Set down the data again in full, keeping every line exactly as it is.

::: GIVEN INFORMATION :::

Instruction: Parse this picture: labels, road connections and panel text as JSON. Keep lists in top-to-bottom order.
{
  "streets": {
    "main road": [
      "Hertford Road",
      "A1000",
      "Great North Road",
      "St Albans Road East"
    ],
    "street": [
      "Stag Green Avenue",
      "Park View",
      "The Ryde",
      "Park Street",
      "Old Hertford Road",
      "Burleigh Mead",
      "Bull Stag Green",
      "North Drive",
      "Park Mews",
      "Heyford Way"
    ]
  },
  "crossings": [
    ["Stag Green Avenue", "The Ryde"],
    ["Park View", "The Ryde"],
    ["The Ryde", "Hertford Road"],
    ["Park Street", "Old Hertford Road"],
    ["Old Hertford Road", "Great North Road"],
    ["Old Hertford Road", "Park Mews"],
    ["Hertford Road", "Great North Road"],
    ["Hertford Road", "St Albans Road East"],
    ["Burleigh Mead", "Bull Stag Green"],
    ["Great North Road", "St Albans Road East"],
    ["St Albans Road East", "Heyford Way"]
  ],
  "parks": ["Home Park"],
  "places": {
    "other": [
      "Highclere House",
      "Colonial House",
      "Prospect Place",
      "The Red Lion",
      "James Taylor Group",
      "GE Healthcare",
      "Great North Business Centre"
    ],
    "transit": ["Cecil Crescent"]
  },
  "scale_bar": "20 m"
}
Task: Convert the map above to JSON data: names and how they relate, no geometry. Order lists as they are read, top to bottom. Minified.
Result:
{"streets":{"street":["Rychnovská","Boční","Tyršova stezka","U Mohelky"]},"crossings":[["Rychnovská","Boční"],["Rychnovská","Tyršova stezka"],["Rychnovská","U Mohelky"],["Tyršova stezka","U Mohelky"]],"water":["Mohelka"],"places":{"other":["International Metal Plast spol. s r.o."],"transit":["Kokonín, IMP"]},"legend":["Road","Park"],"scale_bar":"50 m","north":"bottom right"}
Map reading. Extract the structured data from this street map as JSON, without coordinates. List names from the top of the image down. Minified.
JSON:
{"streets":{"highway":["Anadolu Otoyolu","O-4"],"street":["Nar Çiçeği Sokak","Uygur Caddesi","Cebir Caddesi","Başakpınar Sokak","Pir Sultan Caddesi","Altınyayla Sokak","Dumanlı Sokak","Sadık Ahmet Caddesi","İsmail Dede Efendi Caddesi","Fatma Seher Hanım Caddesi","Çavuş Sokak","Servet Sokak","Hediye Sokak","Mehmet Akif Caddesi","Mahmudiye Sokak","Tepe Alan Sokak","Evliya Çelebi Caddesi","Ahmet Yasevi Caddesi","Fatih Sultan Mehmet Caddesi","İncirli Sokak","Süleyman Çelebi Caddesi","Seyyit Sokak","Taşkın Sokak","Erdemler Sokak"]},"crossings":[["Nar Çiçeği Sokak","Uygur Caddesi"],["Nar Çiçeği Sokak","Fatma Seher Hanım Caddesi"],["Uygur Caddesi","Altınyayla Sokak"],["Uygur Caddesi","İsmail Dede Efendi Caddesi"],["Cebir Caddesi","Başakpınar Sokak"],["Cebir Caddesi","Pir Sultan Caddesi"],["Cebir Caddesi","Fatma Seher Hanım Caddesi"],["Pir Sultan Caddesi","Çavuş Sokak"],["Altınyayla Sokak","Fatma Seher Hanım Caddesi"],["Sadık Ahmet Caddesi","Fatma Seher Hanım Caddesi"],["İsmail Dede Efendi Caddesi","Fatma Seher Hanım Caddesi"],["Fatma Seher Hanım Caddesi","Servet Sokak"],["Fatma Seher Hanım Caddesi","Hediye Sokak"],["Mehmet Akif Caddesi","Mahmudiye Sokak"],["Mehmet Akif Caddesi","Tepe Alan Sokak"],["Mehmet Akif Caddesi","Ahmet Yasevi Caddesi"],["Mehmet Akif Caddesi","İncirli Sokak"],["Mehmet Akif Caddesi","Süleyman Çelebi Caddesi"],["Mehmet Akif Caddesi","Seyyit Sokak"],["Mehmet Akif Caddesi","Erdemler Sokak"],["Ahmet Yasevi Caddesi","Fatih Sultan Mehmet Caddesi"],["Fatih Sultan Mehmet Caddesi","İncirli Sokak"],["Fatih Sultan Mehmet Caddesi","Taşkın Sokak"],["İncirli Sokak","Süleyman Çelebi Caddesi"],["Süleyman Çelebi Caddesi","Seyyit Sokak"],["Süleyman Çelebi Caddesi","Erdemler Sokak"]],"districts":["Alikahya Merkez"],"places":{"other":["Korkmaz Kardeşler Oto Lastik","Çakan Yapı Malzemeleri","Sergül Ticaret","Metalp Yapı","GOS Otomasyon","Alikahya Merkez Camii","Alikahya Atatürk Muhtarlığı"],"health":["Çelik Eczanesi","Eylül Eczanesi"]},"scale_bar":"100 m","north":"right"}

:::

**SOLUTION TO THE PROBLEM**.
Instruction: Parse this picture: labels, road connections and panel text as JSON. Keep lists in top-to-bottom order.
{
  "streets": {
    "main road": [
      "Hertford Road",
      "A1000",
      "Great North Road",
      "St Albans Road East"
    ],
    "street": [
      "Stag Green Avenue",
      "Park View",
      "The Ryde",
      "Park Street",
      "Old Hertford Road",
      "Burleigh Mead",
      "Bull Stag Green",
      "North Drive",
      "Park Mews",
      "Heyford Way"
    ]
  },
  "crossings": [
    ["Stag Green Avenue", "The Ryde"],
    ["Park View", "The Ryde"],
    ["The Ryde", "Hertford Road"],
    ["Park Street", "Old Hertford Road"],
    ["Old Hertford Road", "Great North Road"],
    ["Old Hertford Road", "Park Mews"],
    ["Hertford Road", "Great North Road"],
    ["Hertford Road", "St Albans Road East"],
    ["Burleigh Mead", "Bull Stag Green"],
    ["Great North Road", "St Albans Road East"],
    ["St Albans Road East", "Heyford Way"]
  ],
  "parks": ["Home Park"],
  "places": {
    "other": [
      "Highclere House",
      "Colonial House",
      "Prospect Place",
      "The Red Lion",
      "James Taylor Group",
      "GE Healthcare",
      "Great North Business Centre"
    ],
    "transit": ["Cecil Crescent"]
  },
  "scale_bar": "20 m"
}
Task: Convert the map above to JSON data: names and how they relate, no geometry. Order lists as they are read, top to bottom. Minified.
Result:
{"streets":{"street":["Rychnovská","Boční","Tyršova stezka","U Mohelky"]},"crossings":[["Rychnovská","Boční"],["Rychnovská","Tyršova stezka"],["Rychnovská","U Mohelky"],["Tyršova stezka","U Mohelky"]],"water":["Mohelka"],"places":{"other":["International Metal Plast spol. s r.o."],"transit":["Kokonín, IMP"]},"legend":["Road","Park"],"scale_bar":"50 m","north":"bottom right"}
Map reading. Extract the structured data from this street map as JSON, without coordinates. List names from the top of the image down. Minified.
JSON:
{"streets":{"highway":["Anadolu Otoyolu","O-4"],"street":["Nar Çiçeği Sokak","Uygur Caddesi","Cebir Caddesi","Başakpınar Sokak","Pir Sultan Caddesi","Altınyayla Sokak","Dumanlı Sokak","Sadık Ahmet Caddesi","İsmail Dede Efendi Caddesi","Fatma Seher Hanım Caddesi","Çavuş Sokak","Servet Sokak","Hediye Sokak","Mehmet Akif Caddesi","Mahmudiye Sokak","Tepe Alan Sokak","Evliya Çelebi Caddesi","Ahmet Yasevi Caddesi","Fatih Sultan Mehmet Caddesi","İncirli Sokak","Süleyman Çelebi Caddesi","Seyyit Sokak","Taşkın Sokak","Erdemler Sokak"]},"crossings":[["Nar Çiçeği Sokak","Uygur Caddesi"],["Nar Çiçeği Sokak","Fatma Seher Hanım Caddesi"],["Uygur Caddesi","Altınyayla Sokak"],["Uygur Caddesi","İsmail Dede Efendi Caddesi"],["Cebir Caddesi","Başakpınar Sokak"],["Cebir Caddesi","Pir Sultan Caddesi"],["Cebir Caddesi","Fatma Seher Hanım Caddesi"],["Pir Sultan Caddesi","Çavuş Sokak"],["Altınyayla Sokak","Fatma Seher Hanım Caddesi"],["Sadık Ahmet Caddesi","Fatma Seher Hanım Caddesi"],["İsmail Dede Efendi Caddesi","Fatma Seher Hanım Caddesi"],["Fatma Seher Hanım Caddesi","Servet Sokak"],["Fatma Seher Hanım Caddesi","Hediye Sokak"],["Mehmet Akif Caddesi","Mahmudiye Sokak"],["Mehmet Akif Caddesi","Tepe Alan Sokak"],["Mehmet Akif Caddesi","Ahmet Yasevi Caddesi"],["Mehmet Akif Caddesi","İncirli Sokak"],["Mehmet Akif Caddesi","Süleyman Çelebi Caddesi"],["Mehmet Akif Caddesi","Seyyit Sokak"],["Mehmet Akif Caddesi","Erdemler Sokak"],["Ahmet Yasevi Caddesi","Fatih Sultan Mehmet Caddesi"],["Fatih Sultan Mehmet Caddesi","İncirli Sokak"],["Fatih Sultan Mehmet Caddesi","Taşkın Sokak"],["İncirli Sokak","Süleyman Çelebi Caddesi"],["Süleyman Çelebi Caddesi","Seyyit Sokak"],["Süleyman Çelebi Caddesi","Erdemler Sokak"]],"districts":["Alikahya Merkez"],"places":{"other":["Korkmaz Kardeşler Oto Lastik","Çakan Yapı Malzemeleri","Sergül Ticaret","Metalp Yapı","GOS Otomasyon","Alikahya Merkez Camii","Alikahya Atatürk Muhtarlığı"],"health":["Çelik Eczanesi","Eylül Eczanesi"]},"scale_bar":"100 m","north":"right"}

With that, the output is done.